[Charles Wadsworth inscribes Rampant Lions Press book with his illustrations to poems on Robert Frost to Christopher Fry, also signed by author.] Seed Leaves | Homage to R. F. | Poetry by Richard Wilbur | Prints by Charles Wadsworth.

Richard Wilbur; Charles Wadsworth; Richard R. Godine, Publisher, Boston; Will Carter, Rampant Lions Press, Cambridge [Christopher Fry; Robert Frost]
Publication details: 
David R. Godine, Publisher, Boston. [No 44 of '160 copies only designed and printed by Will Carter at the Rampant Lions Press, Cambridge, England'] 1974.
SKU: 22927

Beautiful stitched pamphlet, with three gorgeous colour natural history prints by Wadsworth, comprising frontispiece and one other full-page print, and double-page print incorporating the words of the title. Near fine. Text unpaginated, printed on eleven pages, over eight leaves of green laid paper.
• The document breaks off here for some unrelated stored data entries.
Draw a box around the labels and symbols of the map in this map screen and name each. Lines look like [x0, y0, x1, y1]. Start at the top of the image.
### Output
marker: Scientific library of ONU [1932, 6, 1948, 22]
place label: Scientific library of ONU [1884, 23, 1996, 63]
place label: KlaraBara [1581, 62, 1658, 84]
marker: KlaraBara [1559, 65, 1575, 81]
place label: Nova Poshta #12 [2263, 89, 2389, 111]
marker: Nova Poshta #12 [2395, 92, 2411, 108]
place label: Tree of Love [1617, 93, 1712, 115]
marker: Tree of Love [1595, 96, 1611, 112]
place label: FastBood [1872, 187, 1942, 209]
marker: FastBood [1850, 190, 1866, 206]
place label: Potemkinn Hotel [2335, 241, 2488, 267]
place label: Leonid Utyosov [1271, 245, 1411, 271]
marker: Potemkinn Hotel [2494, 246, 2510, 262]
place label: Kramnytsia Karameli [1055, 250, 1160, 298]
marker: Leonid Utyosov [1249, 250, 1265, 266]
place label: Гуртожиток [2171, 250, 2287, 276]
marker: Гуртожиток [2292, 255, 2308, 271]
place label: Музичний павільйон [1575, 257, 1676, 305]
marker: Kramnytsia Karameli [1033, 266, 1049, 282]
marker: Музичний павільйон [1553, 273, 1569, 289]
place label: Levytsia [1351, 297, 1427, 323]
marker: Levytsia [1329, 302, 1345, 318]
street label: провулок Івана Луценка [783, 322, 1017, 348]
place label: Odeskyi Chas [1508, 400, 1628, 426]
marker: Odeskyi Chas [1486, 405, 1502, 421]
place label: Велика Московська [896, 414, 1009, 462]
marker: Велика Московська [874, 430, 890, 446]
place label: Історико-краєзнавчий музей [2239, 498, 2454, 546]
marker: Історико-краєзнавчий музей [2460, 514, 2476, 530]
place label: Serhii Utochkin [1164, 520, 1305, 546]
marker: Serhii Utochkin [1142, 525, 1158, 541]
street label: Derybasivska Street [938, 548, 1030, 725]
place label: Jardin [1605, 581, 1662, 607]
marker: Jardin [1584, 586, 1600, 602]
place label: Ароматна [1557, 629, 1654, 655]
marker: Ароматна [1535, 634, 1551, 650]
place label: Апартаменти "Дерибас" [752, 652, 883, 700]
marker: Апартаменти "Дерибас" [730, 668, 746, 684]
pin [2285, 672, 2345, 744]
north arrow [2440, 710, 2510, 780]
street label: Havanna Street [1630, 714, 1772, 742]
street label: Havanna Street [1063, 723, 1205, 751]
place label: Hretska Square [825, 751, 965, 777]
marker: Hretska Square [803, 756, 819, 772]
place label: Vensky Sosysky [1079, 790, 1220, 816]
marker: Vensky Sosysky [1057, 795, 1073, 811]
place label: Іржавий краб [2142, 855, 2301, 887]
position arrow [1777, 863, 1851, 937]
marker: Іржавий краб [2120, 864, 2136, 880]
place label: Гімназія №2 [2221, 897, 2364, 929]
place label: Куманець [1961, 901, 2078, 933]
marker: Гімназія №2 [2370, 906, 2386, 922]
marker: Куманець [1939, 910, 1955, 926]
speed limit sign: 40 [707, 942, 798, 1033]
Numbered 44 on the colophon, which carries the device of the Rampant Lions Press, and is signed 'Richard Wilbur' and 'Charles E. Wadsworth', reading: '160 copies only | designed and printed by Will Carter | at the Rampant Lions Press, Cambridge, England | on Glastonbury Sage Antique paper | set in Palatino, and bound by John P. Gray | using marble paper by | Ingeborg Borjeson, Stockholm'. In lovely green, grey and black marbled wraps, with titled printed in black on white label on cover. Housed in grey-brown buckram wallet, with matching marbled covers, and title printed on label on spine. Inscribed by Wadsworth on half-title: 'For Christopher and Phyl [his wife] | from | Waddy and Jeannie | East Dean | 1974'. Long introductory note by Wilbur, dated 'Cummington, August 1972', beginning: 'When Robert Frost left us, I wanted to write him a poem, but nothing fresh came of my attempt, and I discaded them, turning to something else. It won't do to offer a dead poem to a lively spirit.' He notes that Wadsworth has 'exquisitely complimented' the poem he did write. There is also an 'Afterword' by Wadsworth, dated 'Cranberry Isles, Maine | 1972'. In it he praises 'the bright penetration of Robert Frost's poetry', and states that his prints 'are a translation from one self-sufficient brightness into another'. From the Christopher Fry papers.